TransCanada, the proposed pipeline operator, is a funder of ALEC and has sponsored ALEC organized all-expense paid "Academy" trips to Alberta in 2012 and 2013 to "educate" legislators about the tar sands. As reported by CMD, following the trip in 2012, ALEC wrote to participating legislators reminding them of what each oil-industry lobbyist on the trip had paid for and suggested the lawmakers send "thank you notes" to the lobbyists. One legislator -- Ohio Representative John Adams -- subsequently introduced a pro-KXL resolution sent to him by a TransCanada lobbyist, according to documents obtained by CMD using the Ohio public records law.
Promoting Trojan Horse-like Fracking Regulations
Thirteen of the bills concern hydraulic fracturing, also known as "fracking."
ALEC has three items of "model" legislation in its library concerning fracking: two pro-fracking resolutions and a bill -- illogically titled "The Disclosure of Hydraulic Fracturing Fluid Composition Act" -- that allows operators to keep secret the details of chemicals injected into a well by making a near impossible to challenge claim of "trade secrets."
As reported by the New York Times in April 2012, ExxonMobil brought the fracking bill to ALEC in December 2011 following its adoption as law in Texas. In the 2013 session, five states introduced legislation similar to the ALEC model, as detailed in the CMD report "ALEC at 40: Turning Back the Clock on Prosperity and Progress."
One of the bills ALEC is tracking is a proposed moratorium on fracking in Massachusetts. This does not relate directly to any of the ALEC "model" bills, but both fracking bans and federal oversight have been a focus at recent ALEC conferences.
For example, at the August 2013 ALEC conference in Chicago, the American Petroleum Institute presented to legislators on "Local Bans on Hydraulic Fracturing: Coming Soon to Your District." And during the most recent December 2013 ALEC conference in Washington DC, the Energy, Environment and Agriculture members received a presentation on the EPA "adversarial oversight" of fracking.

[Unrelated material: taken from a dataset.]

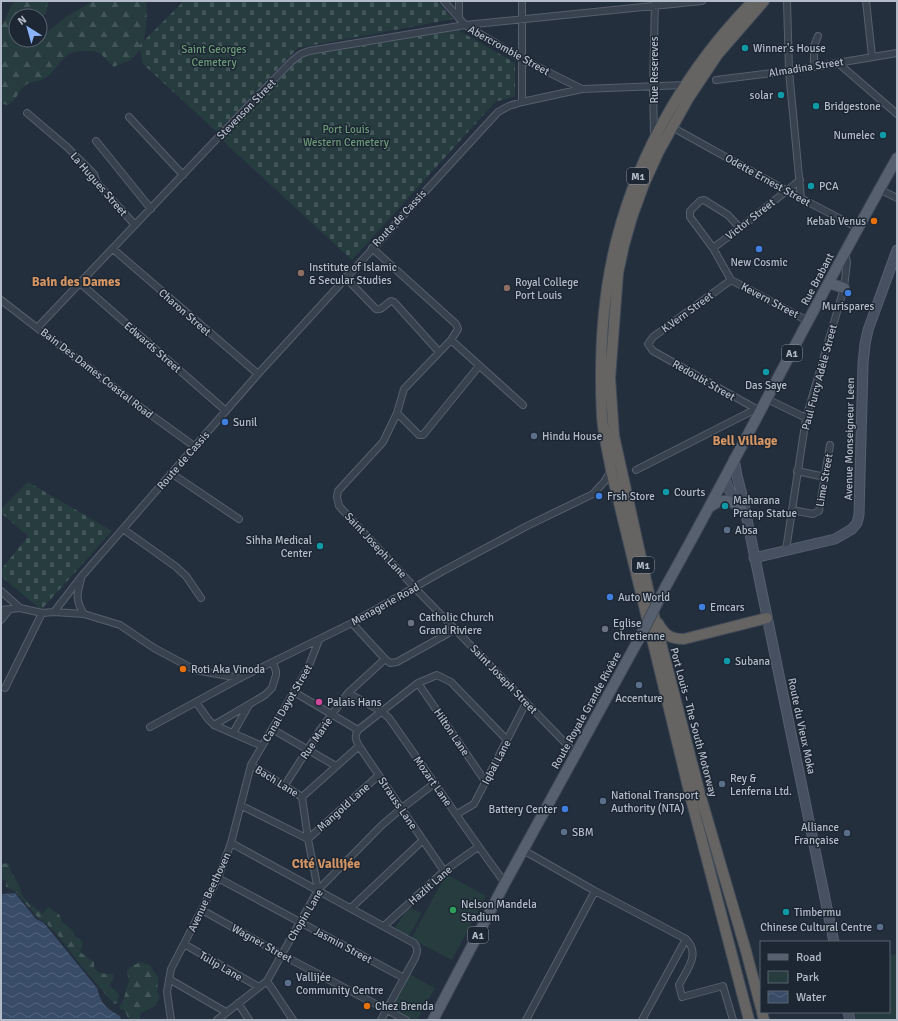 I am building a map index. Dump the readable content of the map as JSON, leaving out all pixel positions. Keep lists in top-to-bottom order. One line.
{"streets":{"highway":["M1","Port Louis – The South Motorway"],"main road":["Rue Brabant","A1","Avenue Monseigneur Leen","Route Royale Grande Rivière","Route du Vieux Moka"],"street":["Abercrombie Street","Almadina Street","Rue Resereves","Stevenson Street","Odette Ernest Street","La Hugues Street","Route de Cassis","Victor Street","Kevern Street","Charon Street","K.Vern Street","Edwards Street","Bain Des Dames Coastal Road","Paul Furcy Adèle Street","Redoubt Street","Lime Street","Saint Joseph Lane","Menagerie Road","Saint Joseph Street","Canal Dayot Street","Hilton Lane","Rue Marie","Iqbal Lane","Bach Lane","Mozart Lane","Strauss Lane","Mangold Lane","Hazlit Lane","Avenue Beethoven","Chopin Lane","Wagner Street","Jasmin Street","Tulip Lane"]},"crossings":[["Abercrombie Street","Stevenson Street"],["Abercrombie Street","Route de Cassis"],["Rue Resereves","Stevenson Street"],["Rue Resereves","Route de Cassis"],["Rue Resereves","Port Louis – The South Motorway"],["Stevenson Street","La Hugues Street"],["Stevenson Street","Charon Street"],["Stevenson Street","Edwards Street"],["Stevenson Street","Bain Des Dames Coastal Road"],["Odette Ernest Street","Victor Street"],["Odette Ernest Street","Rue Brabant"],["Route de Cassis","Charon Street"],["Route de Cassis","Edwards Street"],["Route de Cassis","Bain Des Dames Coastal Road"],["Route de Cassis","Saint Joseph Lane"],["Route de Cassis","Port Louis – The South Motorway"],["Rue Brabant","Kevern Street"],["Rue Brabant","Paul Furcy Adèle Street"],["Rue Brabant","Redoubt Street"],["Rue Brabant","Route Royale Grande Rivière"],["Kevern Street","K.Vern Street"],["K.Vern Street","Redoubt Street"],["Paul Furcy Adèle Street","Avenue Monseigneur Leen"],["Paul Furcy Adèle Street","Lime Street"],["Redoubt Street","Route Royale Grande Rivière"],["Avenue Monseigneur Leen","Route du Vieux Moka"],["Saint Joseph Lane","Menagerie Road"],["Saint Joseph Lane","Saint Joseph Street"],["Menagerie Road","Saint Joseph Street"],["Menagerie Road","Canal Dayot Street"],["Menagerie Road","Port Louis – The South Motorway"],["Saint Joseph Street","Route Royale Grande Rivière"],["Saint Joseph Street","Iqbal Lane"],["Canal Dayot Street","Bach Lane"],["Canal Dayot Street","Avenue Beethoven"],["Route Royale Grande Rivière","Route du Vieux Moka"],["Route Royale Grande Rivière","Mozart Lane"],["Hilton Lane","Iqbal Lane"],["Rue Marie","Bach Lane"],["Rue Marie","Mozart Lane"],["Iqbal Lane","Mozart Lane"],["Bach Lane","Avenue Beethoven"],["Mozart Lane","Hazlit Lane"],["Mozart Lane","Chopin Lane"],["Strauss Lane","Mangold Lane"],["Strauss Lane","Hazlit Lane"],["Strauss Lane","Chopin Lane"],["Avenue Beethoven","Wagner Street"],["Avenue Beethoven","Jasmin Street"],["Avenue Beethoven","Tulip Lane"],["Chopin Lane","Wagner Street"],["Chopin Lane","Jasmin Street"],["Chopin Lane","Tulip Lane"]],"districts":["Bain des Dames","Bell Village","Cité Vallijée"],"parks":["Saint Georges Cemetery","Port Louis Western Cemetery"],"places":["Winner's House","solar","Bridgestone","Numelec","PCA","Kebab Venus","New Cosmic","Institute of Islamic & Secular Studies","Royal College Port Louis","Murispares","Das Saye","Sunil","Hindu House","Courts","Frsh Store","Maharana Pratap Statue","Absa","Sihha Medical Center","Auto World","Emcars","Catholic Church Grand Riviere","Eglise Chretienne","Subana","Roti Aka Vinoda","Accenture","Palais Hans","Rey & Lenferna Ltd.","National Transport Authority (NTA)","Battery Center","SBM","Alliance Française","Nelson Mandela Stadium","Timbermu","Chinese Cultural Centre","Vallijée Community Centre","Chez Brenda"],"legend":["Road","Park","Water"],"north":"top left"}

Wait, So ALEC Tracks Legislation?
As CMD has reported, ALEC has recently been claiming that it doesn't track legislation. As the official ALEC Twitter account tweeted to the Brookings Institute in December 2013: "we don't track our model policies."
In light of the tracking document obtained by CMD, this is obviously not accurate, but this particular document is just one example of many which demonstrate ALEC following where its "model" legislation is introduced.

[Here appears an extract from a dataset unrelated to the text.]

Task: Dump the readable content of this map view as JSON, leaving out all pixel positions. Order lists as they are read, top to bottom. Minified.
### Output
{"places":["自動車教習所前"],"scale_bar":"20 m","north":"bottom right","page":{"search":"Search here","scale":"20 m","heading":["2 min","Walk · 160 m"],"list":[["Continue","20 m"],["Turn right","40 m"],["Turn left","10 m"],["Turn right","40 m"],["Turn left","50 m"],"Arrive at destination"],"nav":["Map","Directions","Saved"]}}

CMD has on file additional ALEC tracking documents from 2010, 2011 and 2012, and has copies of ALEC "legislative scorecards" from various years between 1996 and 2010, which note with varying levels of detail the number of bills introduced and passed in each state that year. ALEC even boasts to potential funders in numerous publications published in 1985, 2000, 2008, 2009, 2011 and 2013 -- all on file with CMD -- that one of the services it engages in is "legislative bill tracking."

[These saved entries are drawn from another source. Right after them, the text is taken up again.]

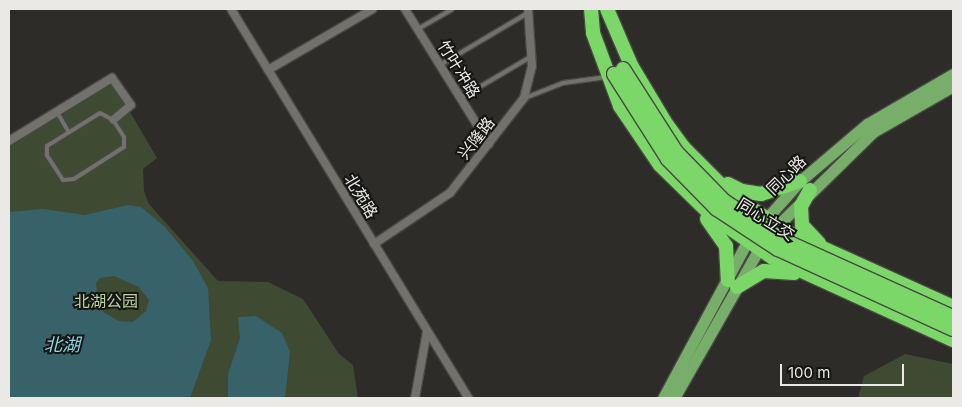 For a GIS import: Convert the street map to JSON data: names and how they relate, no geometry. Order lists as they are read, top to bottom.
{
  "streets": {
    "highway": ["同心立交"],
    "main road": ["同心路"],
    "street": ["竹叶冲路", "兴隆路", "北苑路"]
  },
  "crossings": [
    ["竹叶冲路", "兴隆路"],
    ["兴隆路", "北苑路"]
  ],
  "water": ["北湖"],
  "parks": ["北湖公园"],
  "scale_bar": "100 m"
} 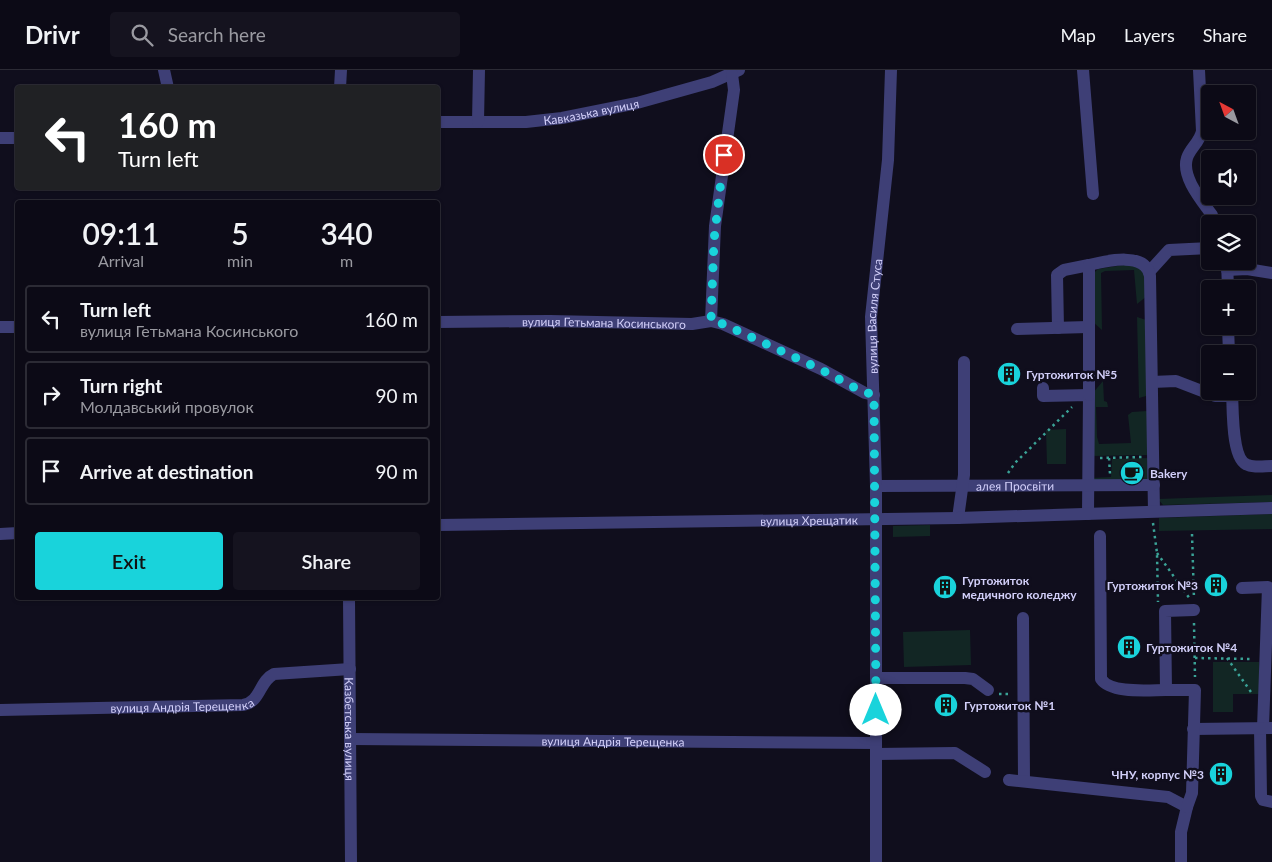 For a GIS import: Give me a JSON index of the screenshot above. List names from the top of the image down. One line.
{"streets":{"street":["Кавказька вулиця","вулиця Василя Стуса","вулиця Гетьмана Косинського","алея Просвіти","вулиця Хрещатик","вулиця Андрія Терещенка","Казбетська вулиця"]},"crossings":[["вулиця Василя Стуса","вулиця Гетьмана Косинського"],["вулиця Василя Стуса","алея Просвіти"],["вулиця Василя Стуса","вулиця Хрещатик"],["вулиця Василя Стуса","вулиця Андрія Терещенка"],["вулиця Андрія Терещенка","Казбетська вулиця"]],"places":{"building":["Гуртожиток №5","Гуртожиток №3","Гуртожиток медичного коледжу","Гуртожиток №4","Гуртожиток №1","ЧНУ, корпус №3"],"cafe":["Bakery"]},"north":"top left","page":{"header":"Drivr","search":"Search here","nav":["Map","Layers","Share"],"map_buttons":["+","−"],"turn":["160 m","Turn left"],"eta":["09:11","Arrival","5","min","340","m"],"list":[{"name":"Turn left","note":"вулиця Гетьмана Косинського","value":"160 m"},{"name":"Turn right","note":"Молдавський провулок","value":"90 m"},{"name":"Arrive at destination","value":"90 m"}],"buttons":["Exit","Share"]}}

Significantly, as revealed in materials obtained and released by Common Cause as part of its 2012 ALEC IRS submission, ALEC sends email "issue alerts" to its members in support of its own model bills when those bills are up for a vote.
Following complaints to the IRS concerning ALEC from Common Cause, the Voters Legislative Transparency Project, and Clergy Voice, supplemented by evidence provided by the Center for Media and Democracy, ALEC launched a new organization called the Jeffersonian Project in 2013, which was formally created earlier in 2012. The new organization is a 501(c)(4) social welfare group, so unlike ALEC it is free to engage in unrestricted lobbying to advance its goals. Lax IRS rules mean the new organization has not yet had to file any financial returns.